Former colleagues of the dissident journalist arrested in Belarus after a Ryanair flight was diverted on Sunday say they now fear for their lives.
Roman Protasevich, 26, and his Russian girlfriend Sofia Sapega, 23, are both being held in detention.
“Roman is more in danger than other political prisoners in Belarus,” Stepan Putilo told the BBC.
Mr Protasevich has said he fears the death penalty after being placed on a terrorism list.
He faces charges related to his reporting of last August’s disputed Belarusian presidential election and the subsequent crackdown on mass opposition protests.

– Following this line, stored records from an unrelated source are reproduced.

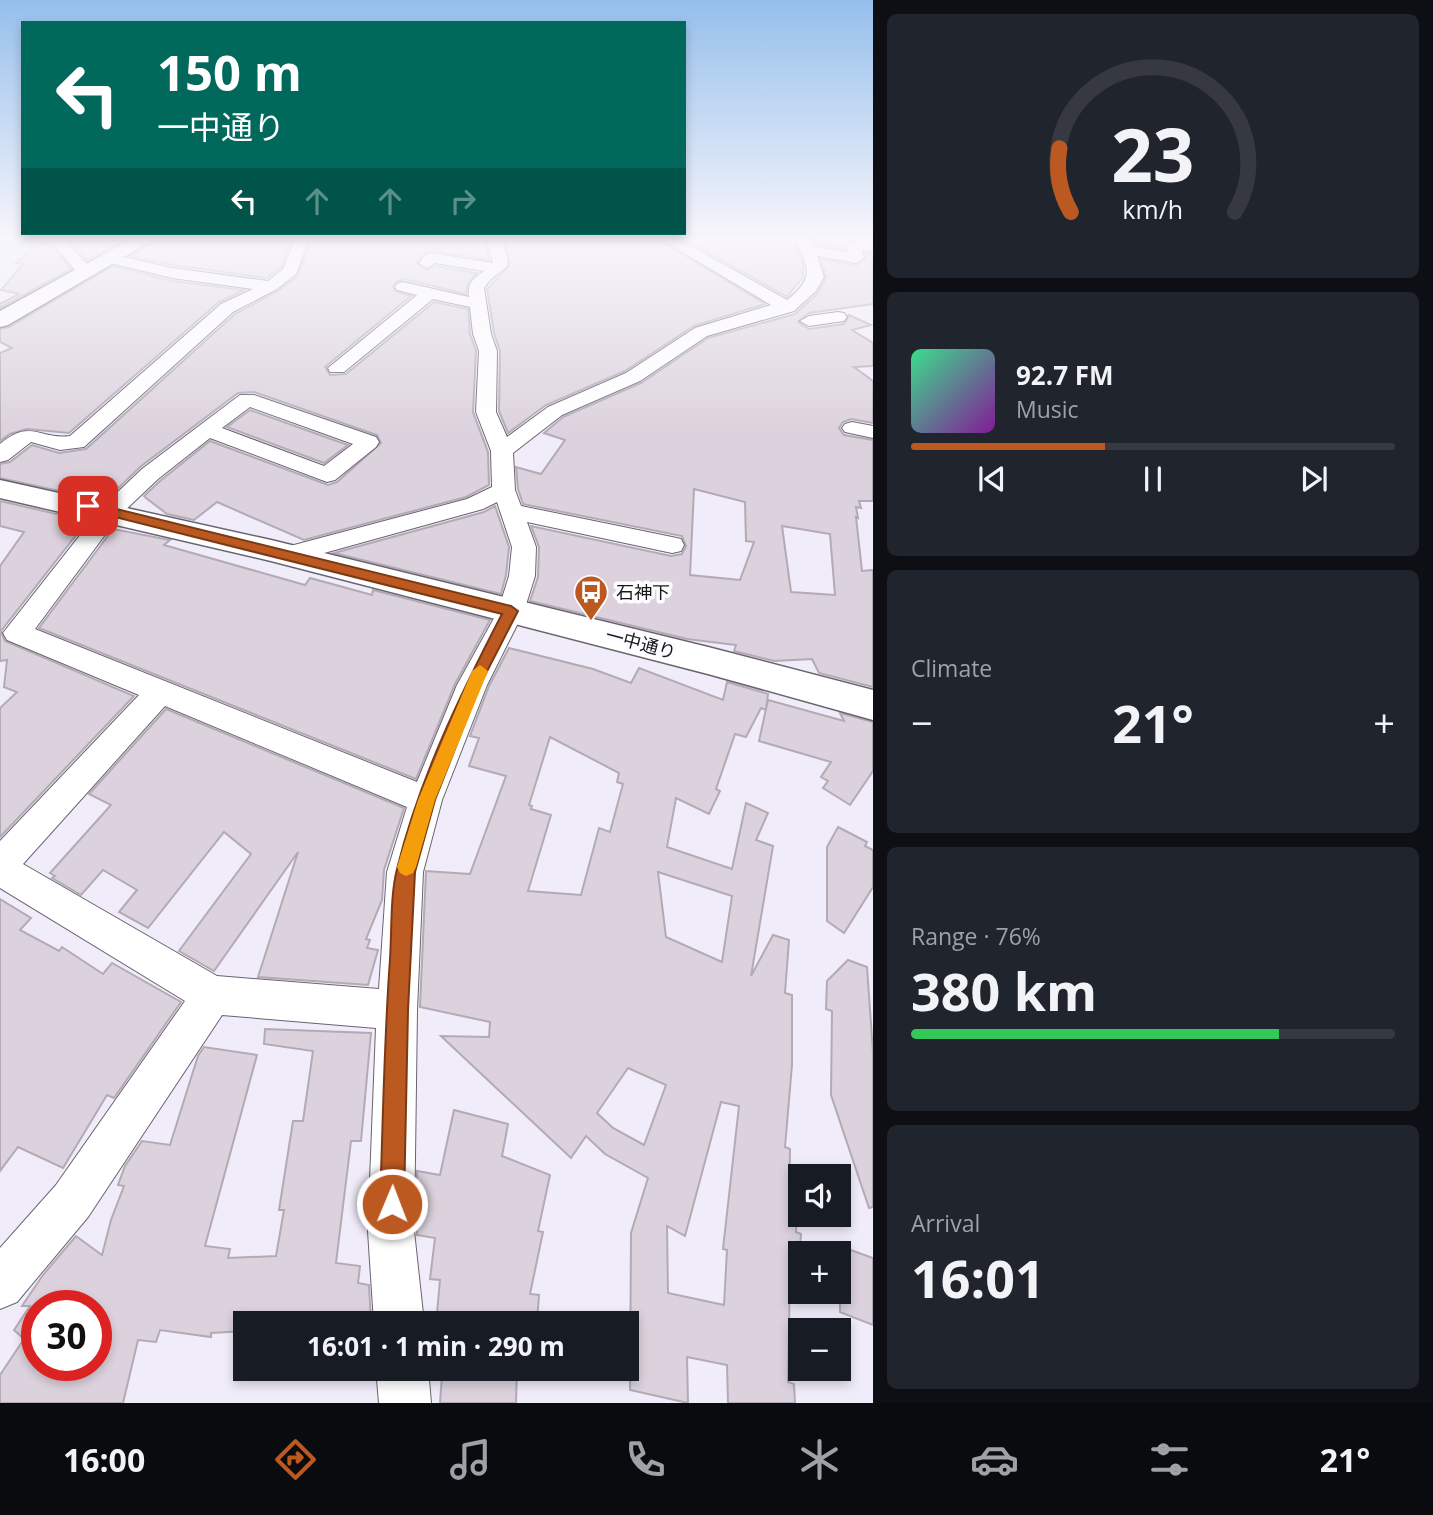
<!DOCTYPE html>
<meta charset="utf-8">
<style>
:root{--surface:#171b24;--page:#20242c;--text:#f1f3f6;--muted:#9ea1a6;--line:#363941;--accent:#bc5920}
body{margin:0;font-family:"Open Sans","Noto Sans JP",sans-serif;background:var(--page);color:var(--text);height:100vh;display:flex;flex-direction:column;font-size:26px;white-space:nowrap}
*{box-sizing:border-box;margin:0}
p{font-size:23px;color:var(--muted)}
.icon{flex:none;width:38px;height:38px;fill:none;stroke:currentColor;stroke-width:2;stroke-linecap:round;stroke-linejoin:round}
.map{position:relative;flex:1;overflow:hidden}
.drawer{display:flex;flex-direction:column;gap:14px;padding:14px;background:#0d0f14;width:560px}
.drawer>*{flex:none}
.hud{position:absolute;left:21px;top:21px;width:665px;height:214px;border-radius:0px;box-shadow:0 4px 10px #0003;background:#00695c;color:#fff;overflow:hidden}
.tools{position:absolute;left:788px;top:1164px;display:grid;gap:14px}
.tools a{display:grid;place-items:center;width:63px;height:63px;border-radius:0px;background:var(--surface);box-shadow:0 4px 10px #0003;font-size:35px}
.speed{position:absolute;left:21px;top:1290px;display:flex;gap:14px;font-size:35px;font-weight:700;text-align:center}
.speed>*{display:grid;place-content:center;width:91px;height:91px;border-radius:50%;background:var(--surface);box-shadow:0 4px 10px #0003;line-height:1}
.speed .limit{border:10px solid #d22;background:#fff;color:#111}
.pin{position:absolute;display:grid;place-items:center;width:60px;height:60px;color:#fff;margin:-30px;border-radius:14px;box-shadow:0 4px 10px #0006}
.me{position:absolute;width:77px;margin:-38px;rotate:1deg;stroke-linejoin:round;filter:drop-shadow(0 0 5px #0008)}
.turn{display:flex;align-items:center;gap:24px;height:147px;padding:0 21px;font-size:32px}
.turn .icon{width:91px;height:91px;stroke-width:2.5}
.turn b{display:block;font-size:49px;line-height:60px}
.lanes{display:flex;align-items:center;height:66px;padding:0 21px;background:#0003;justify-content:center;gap:35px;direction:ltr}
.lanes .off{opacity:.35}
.big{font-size:52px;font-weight:700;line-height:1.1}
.drawer .widget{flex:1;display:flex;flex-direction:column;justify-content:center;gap:10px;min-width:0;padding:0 24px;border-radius:10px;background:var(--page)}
.drawer .dial{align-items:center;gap:0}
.dial svg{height:182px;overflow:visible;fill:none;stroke:var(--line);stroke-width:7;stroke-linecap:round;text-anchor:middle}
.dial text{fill:var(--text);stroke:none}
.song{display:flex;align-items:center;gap:21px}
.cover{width:84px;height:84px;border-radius:10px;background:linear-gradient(135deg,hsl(150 70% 55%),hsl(290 70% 35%))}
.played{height:7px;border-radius:4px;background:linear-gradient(90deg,var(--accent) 40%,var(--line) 40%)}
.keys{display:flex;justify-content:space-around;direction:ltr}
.heat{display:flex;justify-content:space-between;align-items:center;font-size:38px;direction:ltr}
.charge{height:10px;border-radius:5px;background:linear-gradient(90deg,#34c759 76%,var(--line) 0)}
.trip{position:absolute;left:233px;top:1311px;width:406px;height:70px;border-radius:0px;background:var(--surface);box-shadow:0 4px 10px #0003;font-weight:700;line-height:70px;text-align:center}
.dock{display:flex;height:112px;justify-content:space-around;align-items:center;background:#090b0e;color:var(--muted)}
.dock .icon{width:49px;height:49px}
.dock .current{color:var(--accent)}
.dock b{font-size:32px;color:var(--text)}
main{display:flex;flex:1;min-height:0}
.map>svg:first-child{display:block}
.building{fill:#dcd2dd;stroke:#b3aab5;stroke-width:2;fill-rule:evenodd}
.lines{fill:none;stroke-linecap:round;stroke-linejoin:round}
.street-casing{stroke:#696470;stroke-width:2}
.secondary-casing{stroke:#696470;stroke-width:3}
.street{fill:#fff;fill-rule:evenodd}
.secondary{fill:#fff;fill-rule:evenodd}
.route{fill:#bc5920;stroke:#7a3a15;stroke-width:2}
.slow{fill:#f59e0b}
.labels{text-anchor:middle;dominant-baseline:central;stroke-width:7;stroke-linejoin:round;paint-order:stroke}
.poi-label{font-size:18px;fill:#17161a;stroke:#fcfbfe;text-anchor:start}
.street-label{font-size:18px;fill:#17161a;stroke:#fcfbfe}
</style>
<main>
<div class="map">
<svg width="873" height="1403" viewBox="0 0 873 1403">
<rect width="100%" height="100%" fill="#f0ecf9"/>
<g class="building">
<polygon points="66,237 129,237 87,260"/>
<polygon points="160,237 293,237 281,267 267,278 172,265 131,256"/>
<polygon points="312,237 484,237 489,260 431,250 424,253 417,261 418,265 426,270 436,266 477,273 468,283 466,294 404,279 396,282 393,286 395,291 411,296 325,367 330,375 346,374 434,302 468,309 470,334 476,351 473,412 488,452 489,485 466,497 304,540 217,502 194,520 167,514 146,498 144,496 160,481 210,441 328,485 337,482 381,443 377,435 254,392 238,393 140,467 105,501 0,478 0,464 10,462 32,445 59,453 86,449 235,314 278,291 298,276"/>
<polygon points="503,237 654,237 765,304 694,326 625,371 546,405 508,433 499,411 500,351 494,333 487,289 510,265"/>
<polygon points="681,237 792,237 803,264 803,277 787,297"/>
<polygon points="811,237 873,237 873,238 849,239 845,249 814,244"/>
<polygon points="40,242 51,246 71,269 0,308 0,304 19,294 1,290 23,264 16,263"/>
<path d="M865,253l8,1v50l-64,9 -11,9 11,7 35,-5 5,-9 22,10 -19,5 21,13v23l-19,1 19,14v42l-22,-4 -8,3 -4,6 5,7 29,5v61h-14l2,7 -5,-1 2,11 -2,-1 6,54 11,-1v117l-54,-14 -7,-14 -38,2 -40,-10 2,-6 -49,-6 -157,-38 8,-24 1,-30 -8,-21 140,30 11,-2 4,-8 -4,-10 -159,-32 -5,-15 -2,-22 25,7 24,-34 -21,-7 19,-16 78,-34 67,-45 87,-24 23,-21 8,-15 -5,-19 35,7 10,-7zM694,489l51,13 1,39 8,1 -14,38 -50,-5zM782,526l48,8 5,61 -44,-3z"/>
<polygon points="113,266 172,281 244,290 219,302 69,433 27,429 10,434 0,441 0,353 12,348 0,342 0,329 9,327"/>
<polygon points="250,410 348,445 324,463 227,427"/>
<polygon points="0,501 87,521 1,631 5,641 134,696 0,837 0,708 17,692 4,687 7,660 0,661 0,566 24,532 0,526"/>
<polygon points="495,506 509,547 506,575 501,594 334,553 484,512"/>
<polygon points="113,529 170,540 164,545 305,585 310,578 372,595 373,590 490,620 455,684 416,779 39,628"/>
<path d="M509,648l84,21 38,14 8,-15 84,32 4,-18 41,12 -2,16 -5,-2 -15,29 -11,-3 -19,55 4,2 -11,23 -33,-16 -9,49 65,22 14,-66 22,10 -12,27 17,6 -22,130 22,-41 16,5 -4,53 7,2v70l-7,82 5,2 -1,60 8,4 -1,19 5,2 -2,25 -4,-2 -1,21 -4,-2 -2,106 6,2 1,19h-67l-1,-38 -40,-8 1,46 -58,-13 1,-157 17,-55 -43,-24 -19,-18 -15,22 -130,-122 48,1 1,-15 -70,-15 6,-136 44,3 36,-98 -37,-10 10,-28 -9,-2 19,-50zM550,737l69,36 -2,9 6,2 -13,48 -11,-4 -18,67 -53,-4 23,-76 -20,-6 1,-3 -3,-1zM658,872l74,24 -10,66 -56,-25zM628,1068l38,17 -22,60 -31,-17 -16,-15zM721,1102l18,4 -16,143 4,1 -3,55 -56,-12 -1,-67 18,10z"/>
<polygon points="768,700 844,721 840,713 873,722 873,771 850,805 823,788 828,781 821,777 831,762 759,741"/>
<polygon points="166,709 404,808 384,870 382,900 366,939 370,940 367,948 378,950 368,985 258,977 298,852 214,971 179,951 251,854 224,832 148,928 119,912 137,890 103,870 81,895 52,878 55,876 50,873 111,805 89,794"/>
<polygon points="838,827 867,842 865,846 873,850 873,887 844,933 827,921 827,847"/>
<polygon points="0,899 31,918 20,930 59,951 62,947 103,974 112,963 181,1002 114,1098 107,1095 63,1168 18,1147 0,1171"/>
<polygon points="848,960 867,967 873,1052 873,1207 869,1208 831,1095 832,1011 826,1009 827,981"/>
<path d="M265,1029l106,4 -10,108h-10l-15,122 24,3 -2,17 11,2 2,38h-126v8l-34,2v4l-51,-7 -4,12 -18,-2 -15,63h-123v-28l24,-36 -10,-9 16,-24h-8l21,-31 33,-39 26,19 9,-35 13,-34 -6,-1 7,-19 17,-25 28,4 28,-89 6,-9 53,8 -52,191 25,3 -2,9 48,-2 8,-46h-5l14,-89h10l10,-70 -49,-7zM37,1306h59v59h-59z"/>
<polygon points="454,1110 508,1124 502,1156 550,1175 538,1231 543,1232 530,1294 539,1295 537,1323 505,1323 437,1313 440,1280 430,1279 435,1238 417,1235 417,1171 440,1175"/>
<polygon points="845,1248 873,1258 873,1325 840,1312 840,1278 845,1279"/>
<polygon points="450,1368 517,1368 516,1403 440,1403 442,1375 449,1376"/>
</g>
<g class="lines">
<g class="street-casing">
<g id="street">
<polygon points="34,237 63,238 86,263 100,265 102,268 94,273 76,271 53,244"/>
<path d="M296,237h14l-14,37 -19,15 -44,23 -149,135 -24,3 -29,-8 -23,18 -8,2v-18c31,-26 39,-4 70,-8l151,-132 32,-15 -81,-11 -66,-16 -3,-3 3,-3 5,-2 61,14 96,13 15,-12z"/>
<path d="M486,237h14c17,41 3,24 -16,51l7,46 6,17 -1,61 11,25 41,-30 78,-34 69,-45 76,-23 -114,-68h18l112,63c30,-24 20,-33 7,-63h14l4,9 35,6 2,-10 24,-1v10l-11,-1 2,8 -8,5 -39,-7 7,21 -8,14 -22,20 -87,25 -67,45 -78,34 -49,38 2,37 6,16 151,31 9,2 3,6 -3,6 -9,2 -145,-31 9,25 -1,29 -11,35 -37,74 -45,115 -19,72 -6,138 -3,221 10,92h-50l-6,-92 8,-203 -154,-13 -134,202 -71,85 -17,7v-61l56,-63 129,-184 -185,-113v-47l139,-146 -132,-55 -4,-7 100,-127 39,-37 98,-74h14l122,42 3,5 -3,5 -41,33 -8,2 -117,-44 -52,41 -39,37 -84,113 382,153 40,-97 41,-74 11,-35 3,-29 -15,-45 -14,7 -195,54 -9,-2 -4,-6 4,-6 188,-50 25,-12 -1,-36 -15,-39 3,-61 -6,-17 -3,-27 -37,-8 -89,73h-14l-2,-4 89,-73 -20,-5 -2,-3 2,-3 6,-2 66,15c-2,-14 4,-18 15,-26l-49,-8 -8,5 -8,-5 7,-8 5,-2 62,10zM250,407l103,37 -29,22 -102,-38zM165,706l242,101 -20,65 -8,117 -162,-13 -194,-112z"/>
<polygon points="838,312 844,313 847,317 844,321 809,326 800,321 809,316"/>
<polygon points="852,422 873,426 873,438 845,432 842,428 845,424"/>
<polygon points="376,1368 428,1368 431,1403 379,1403"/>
</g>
</g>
<g class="secondary-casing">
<g id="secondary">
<polygon points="135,237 158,237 8,325 0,327 0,311"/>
<polygon points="0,480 271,540 708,647 873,690 873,720 708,674 271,561 0,498"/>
</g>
</g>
<use href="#street" class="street"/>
<use href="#secondary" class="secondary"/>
</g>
<linearGradient id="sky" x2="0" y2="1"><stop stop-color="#95bfeb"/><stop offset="0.55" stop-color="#f8f6fc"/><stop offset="1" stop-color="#f8f6fc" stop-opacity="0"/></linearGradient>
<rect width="873" height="434" fill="url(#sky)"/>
<path class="route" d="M88,502l423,104 7,5 -38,74 -16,41 -29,74 -20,72 -7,138 -4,194 -3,9 -9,3 -9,-3 -3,-9c3,-82 4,-163 10,-245 2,-29 0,-62 7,-90 22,-90 63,-174 105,-255l-419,-105 -1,-3z"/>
<polygon class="slow" points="480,665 488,671 435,800 416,867 413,873 406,876 400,873 397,867 418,800 472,671"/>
<defs>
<g id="bus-pin" transform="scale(1.75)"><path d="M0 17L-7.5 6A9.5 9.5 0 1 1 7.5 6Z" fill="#bc5920" stroke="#fcfbfe"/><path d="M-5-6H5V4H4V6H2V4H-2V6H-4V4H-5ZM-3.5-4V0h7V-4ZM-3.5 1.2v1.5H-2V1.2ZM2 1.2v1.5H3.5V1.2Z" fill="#fff"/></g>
</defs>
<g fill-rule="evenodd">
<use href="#bus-pin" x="591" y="592"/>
</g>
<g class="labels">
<g class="poi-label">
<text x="616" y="592">石神下</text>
</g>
<g class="street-label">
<text transform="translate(641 643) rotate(15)">一中通り</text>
</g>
</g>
</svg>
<div class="tools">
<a><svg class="icon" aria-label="sound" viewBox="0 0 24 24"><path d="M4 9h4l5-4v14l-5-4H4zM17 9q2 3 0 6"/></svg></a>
<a>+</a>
<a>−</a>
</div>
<div class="speed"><div class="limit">30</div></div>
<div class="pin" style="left:88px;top:506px;background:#d93025"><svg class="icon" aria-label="arrive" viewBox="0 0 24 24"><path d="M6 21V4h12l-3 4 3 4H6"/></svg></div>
<svg class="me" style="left:392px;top:1204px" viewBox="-20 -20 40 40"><circle r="17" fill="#bc5920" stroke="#fff" stroke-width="3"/><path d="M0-11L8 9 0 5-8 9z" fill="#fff"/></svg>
<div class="trip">16:01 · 1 min · 290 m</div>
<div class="hud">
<div class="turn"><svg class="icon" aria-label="left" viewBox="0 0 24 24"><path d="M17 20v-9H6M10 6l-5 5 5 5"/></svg><div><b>150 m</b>一中通り</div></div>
<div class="lanes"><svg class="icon" aria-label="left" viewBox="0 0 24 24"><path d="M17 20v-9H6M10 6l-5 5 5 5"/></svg><svg class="icon off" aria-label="ahead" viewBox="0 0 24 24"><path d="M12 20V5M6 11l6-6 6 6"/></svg><svg class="icon off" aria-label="ahead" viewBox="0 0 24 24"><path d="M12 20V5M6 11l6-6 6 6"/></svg><svg class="icon off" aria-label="right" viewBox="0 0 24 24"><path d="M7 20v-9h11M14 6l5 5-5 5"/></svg></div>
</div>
</div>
<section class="drawer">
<div class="widget dial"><svg viewBox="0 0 100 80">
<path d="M14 69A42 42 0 1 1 86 69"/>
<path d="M14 69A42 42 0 0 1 9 41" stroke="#bc5920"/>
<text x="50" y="56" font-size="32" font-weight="700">23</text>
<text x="50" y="72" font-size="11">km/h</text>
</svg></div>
<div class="widget">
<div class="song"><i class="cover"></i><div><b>92.7 FM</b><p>Music</p></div></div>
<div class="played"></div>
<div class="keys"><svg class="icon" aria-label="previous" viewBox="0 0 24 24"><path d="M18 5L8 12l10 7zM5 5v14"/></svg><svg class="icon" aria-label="pause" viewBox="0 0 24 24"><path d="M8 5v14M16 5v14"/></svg><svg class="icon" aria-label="next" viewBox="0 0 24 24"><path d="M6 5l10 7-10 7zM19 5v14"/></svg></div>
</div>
<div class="widget"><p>Climate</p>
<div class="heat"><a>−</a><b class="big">21°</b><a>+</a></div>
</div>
<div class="widget"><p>Range · 76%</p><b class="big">380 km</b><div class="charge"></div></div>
<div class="widget"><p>Arrival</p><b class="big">16:01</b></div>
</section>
</main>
<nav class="dock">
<b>16:00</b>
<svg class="icon current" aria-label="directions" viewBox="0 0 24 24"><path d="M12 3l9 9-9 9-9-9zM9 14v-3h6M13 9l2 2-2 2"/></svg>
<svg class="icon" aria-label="music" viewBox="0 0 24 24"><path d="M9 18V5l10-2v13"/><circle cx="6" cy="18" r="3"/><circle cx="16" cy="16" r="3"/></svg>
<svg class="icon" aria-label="phone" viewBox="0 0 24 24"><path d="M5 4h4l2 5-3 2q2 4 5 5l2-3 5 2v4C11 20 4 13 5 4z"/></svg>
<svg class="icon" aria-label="climate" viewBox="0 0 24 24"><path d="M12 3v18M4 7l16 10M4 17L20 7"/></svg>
<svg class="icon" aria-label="car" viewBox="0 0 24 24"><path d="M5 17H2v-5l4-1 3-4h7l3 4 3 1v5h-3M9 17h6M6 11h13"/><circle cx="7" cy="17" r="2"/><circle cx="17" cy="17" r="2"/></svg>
<svg class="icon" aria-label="filters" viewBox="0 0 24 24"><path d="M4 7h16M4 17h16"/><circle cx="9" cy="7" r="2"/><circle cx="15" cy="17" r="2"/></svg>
<b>21°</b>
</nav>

Belarus is the only European country that still executes prisoners.
Mr Putilo, who along with Mr Protasevich co-founded the opposition social media channel Nexta on the messaging app Telegram, said that while he had received death threats in the past, he was now “taking them seriously”.
Nexta has more than a million subscribers and was used for mobilising street protests last year.
Mr Protasevich and Ms Sapega were detained on Sunday, after Belarus scrambled a military jet to force their plane – flying from Athens to Vilnius, in neighbouring Lithuania – to land in Minsk, the Belarusian capital.
Western countries accuse Belarus of hijacking the Ryanair plane that was rerouted over a supposed bomb threat.
Addressing the Belarusian parliament on Wednesday, President Alexander Lukashenko defended the decision to divert the flight, citing the bomb threat, and said the West was “trying to interfere” in the country’s affairs.
“We need to take appropriate measures to protect our country,” he said, adding that he had acted within the law. “The West has moved from an uprising to ‘suffocation’ of Belarus.”
During his speech, Mr Lukashenko did not mention the arrest of Mr Protasevich.
‘We show what they want to conceal’
Mr Putilo told the BBC that the Belarus government under Mr Lukashenko “fears us because we show the truth”.
“We show what they want to conceal,” he said. “If the regime cares enough to bring down Roman’s plane, then we are doing something right, and we will carry on fighting.”